** Exercise description **
With the images removed, return every line below exactly as it reads.

(Collected data entries)

--- START ---

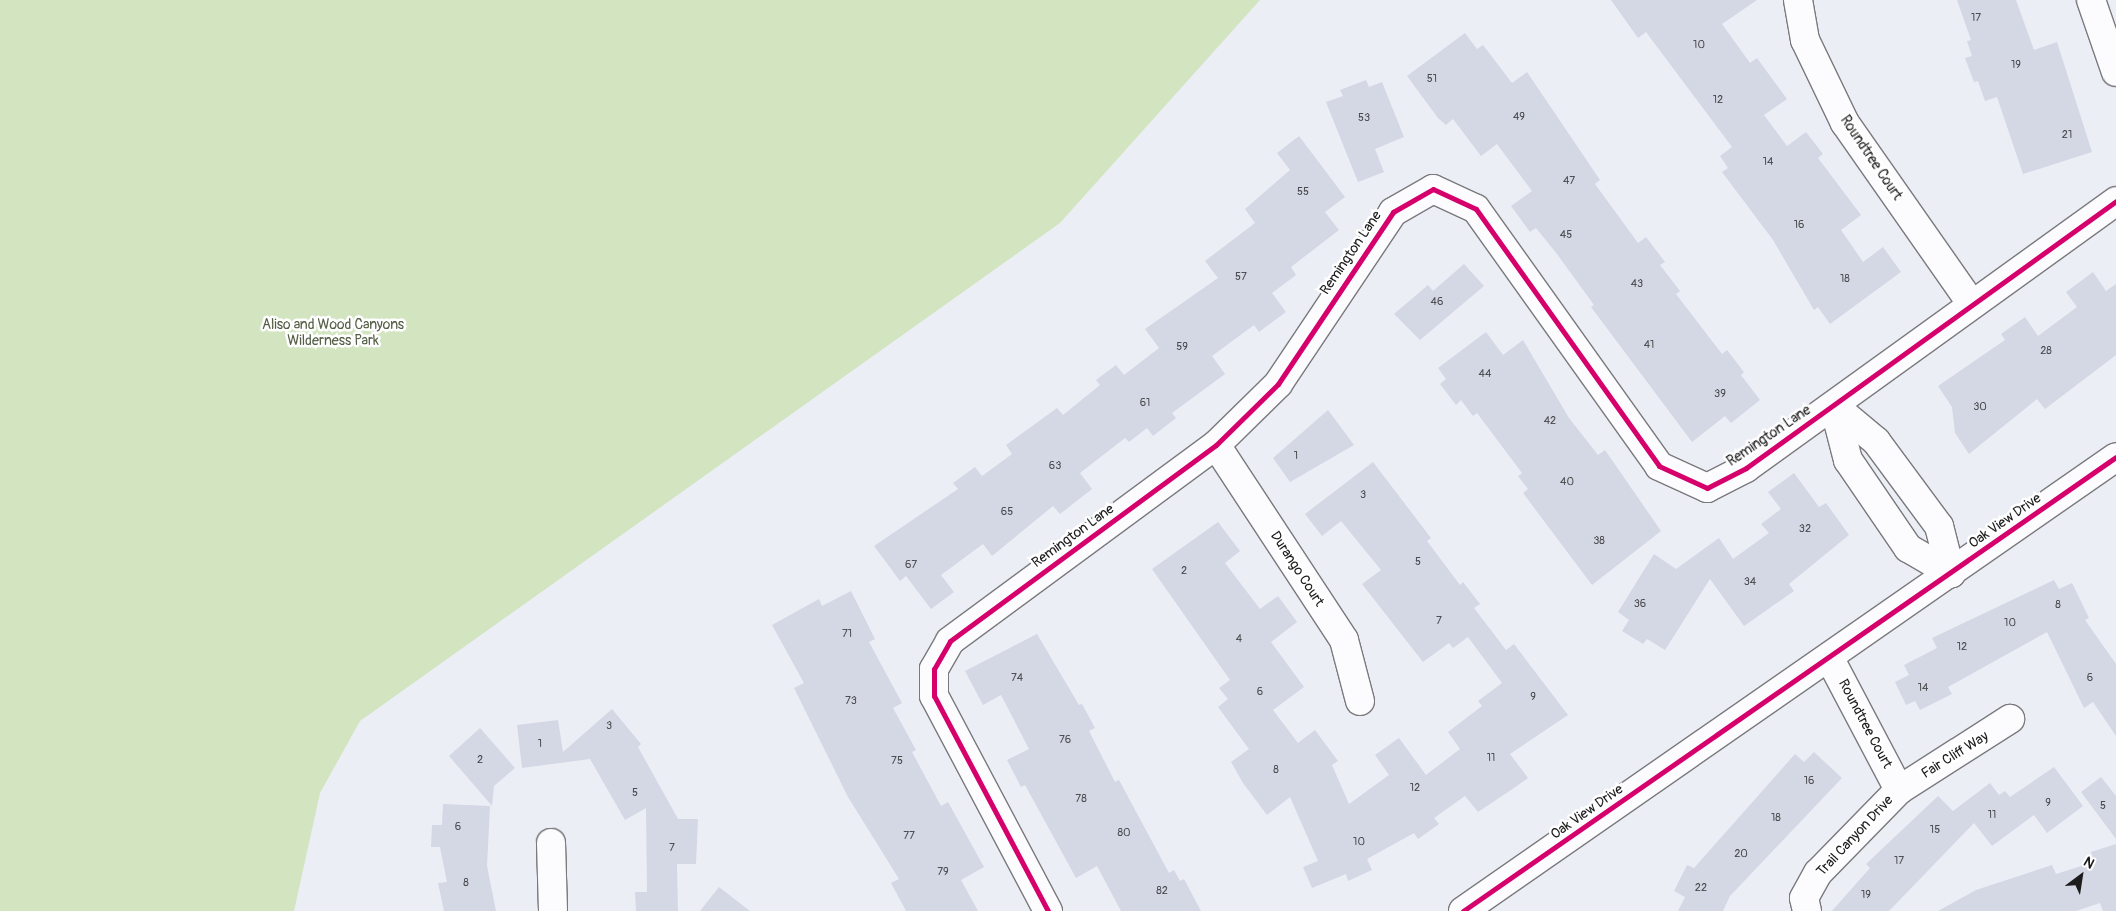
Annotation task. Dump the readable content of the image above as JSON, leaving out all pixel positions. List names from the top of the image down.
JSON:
{
  "streets": {
    "street": [
      "Roundtree Court",
      "Remington Lane",
      "Oak View Drive",
      "Durango Court",
      "Fair Cliff Way",
      "Trail Canyon Drive"
    ]
  },
  "crossings": [
    ["Roundtree Court", "Remington Lane"],
    ["Roundtree Court", "Oak View Drive"],
    ["Roundtree Court", "Fair Cliff Way"],
    ["Roundtree Court", "Trail Canyon Drive"],
    ["Remington Lane", "Durango Court"],
    ["Fair Cliff Way", "Trail Canyon Drive"]
  ],
  "parks": ["Aliso and Wood Canyons Wilderness Park"],
  "house_numbers": [
    "17",
    "10",
    "19",
    "51",
    "12",
    "49",
    "53",
    "21",
    "14",
    "47",
    "55",
    "16",
    "45",
    "57",
    "18",
    "43",
    "46",
    "41",
    "59",
    "28",
    "44",
    "39",
    "61",
    "30",
    "42",
    "1",
    "63",
    "40",
    "3",
    "65",
    "32",
    "38",
    "5",
    "67",
    "2",
    "34",
    "36",
    "8",
    "7",
    "10",
    "71",
    "4",
    "12",
    "74",
    "6",
    "14",
    "6",
    "9",
    "73",
    "3",
    "76",
    "1",
    "11",
    "2",
    "75",
    "8",
    "16",
    "12",
    "5",
    "78",
    "9",
    "5",
    "11",
    "18",
    "6",
    "15",
    "80",
    "77",
    "10",
    "7",
    "20",
    "17",
    "79",
    "8",
    "22",
    "82",
    "19"
  ],
  "north": "top right"
}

--- END ---

** Solution for this exercise **
Annotation task. Dump the readable content of the image above as JSON, leaving out all pixel positions. List names from the top of the image down.
JSON:
{
  "streets": {
    "street": [
      "Roundtree Court",
      "Remington Lane",
      "Oak View Drive",
      "Durango Court",
      "Fair Cliff Way",
      "Trail Canyon Drive"
    ]
  },
  "crossings": [
    ["Roundtree Court", "Remington Lane"],
    ["Roundtree Court", "Oak View Drive"],
    ["Roundtree Court", "Fair Cliff Way"],
    ["Roundtree Court", "Trail Canyon Drive"],
    ["Remington Lane", "Durango Court"],
    ["Fair Cliff Way", "Trail Canyon Drive"]
  ],
  "parks": ["Aliso and Wood Canyons Wilderness Park"],
  "house_numbers": [
    "17",
    "10",
    "19",
    "51",
    "12",
    "49",
    "53",
    "21",
    "14",
    "47",
    "55",
    "16",
    "45",
    "57",
    "18",
    "43",
    "46",
    "41",
    "59",
    "28",
    "44",
    "39",
    "61",
    "30",
    "42",
    "1",
    "63",
    "40",
    "3",
    "65",
    "32",
    "38",
    "5",
    "67",
    "2",
    "34",
    "36",
    "8",
    "7",
    "10",
    "71",
    "4",
    "12",
    "74",
    "6",
    "14",
    "6",
    "9",
    "73",
    "3",
    "76",
    "1",
    "11",
    "2",
    "75",
    "8",
    "16",
    "12",
    "5",
    "78",
    "9",
    "5",
    "11",
    "18",
    "6",
    "15",
    "80",
    "77",
    "10",
    "7",
    "20",
    "17",
    "79",
    "8",
    "22",
    "82",
    "19"
  ],
  "north": "top right"
}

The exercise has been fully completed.